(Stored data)
▽

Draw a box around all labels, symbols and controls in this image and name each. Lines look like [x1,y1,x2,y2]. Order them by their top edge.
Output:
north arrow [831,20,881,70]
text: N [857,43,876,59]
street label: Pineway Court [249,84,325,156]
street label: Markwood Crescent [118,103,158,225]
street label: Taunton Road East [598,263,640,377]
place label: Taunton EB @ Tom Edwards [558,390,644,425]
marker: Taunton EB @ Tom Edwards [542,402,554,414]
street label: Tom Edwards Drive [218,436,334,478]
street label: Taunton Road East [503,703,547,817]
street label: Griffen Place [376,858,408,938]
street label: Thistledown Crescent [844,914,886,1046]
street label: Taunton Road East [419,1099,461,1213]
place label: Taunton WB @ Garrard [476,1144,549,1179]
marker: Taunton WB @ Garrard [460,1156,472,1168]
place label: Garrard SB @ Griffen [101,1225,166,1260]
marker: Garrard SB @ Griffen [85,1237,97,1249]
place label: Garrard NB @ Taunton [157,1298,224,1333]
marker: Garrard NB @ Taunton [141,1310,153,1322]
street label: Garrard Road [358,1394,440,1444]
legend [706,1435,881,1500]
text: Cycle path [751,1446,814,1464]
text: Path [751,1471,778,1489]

△

* **To do**:
Copy all the records above precisely.

* **Answer to this task**:
Draw a box around all labels, symbols and controls in this image and name each. Lines look like [x1,y1,x2,y2]. Order them by their top edge.
Output:
north arrow [831,20,881,70]
text: N [857,43,876,59]
street label: Pineway Court [249,84,325,156]
street label: Markwood Crescent [118,103,158,225]
street label: Taunton Road East [598,263,640,377]
place label: Taunton EB @ Tom Edwards [558,390,644,425]
marker: Taunton EB @ Tom Edwards [542,402,554,414]
street label: Tom Edwards Drive [218,436,334,478]
street label: Taunton Road East [503,703,547,817]
street label: Griffen Place [376,858,408,938]
street label: Thistledown Crescent [844,914,886,1046]
street label: Taunton Road East [419,1099,461,1213]
place label: Taunton WB @ Garrard [476,1144,549,1179]
marker: Taunton WB @ Garrard [460,1156,472,1168]
place label: Garrard SB @ Griffen [101,1225,166,1260]
marker: Garrard SB @ Griffen [85,1237,97,1249]
place label: Garrard NB @ Taunton [157,1298,224,1333]
marker: Garrard NB @ Taunton [141,1310,153,1322]
street label: Garrard Road [358,1394,440,1444]
legend [706,1435,881,1500]
text: Cycle path [751,1446,814,1464]
text: Path [751,1471,778,1489]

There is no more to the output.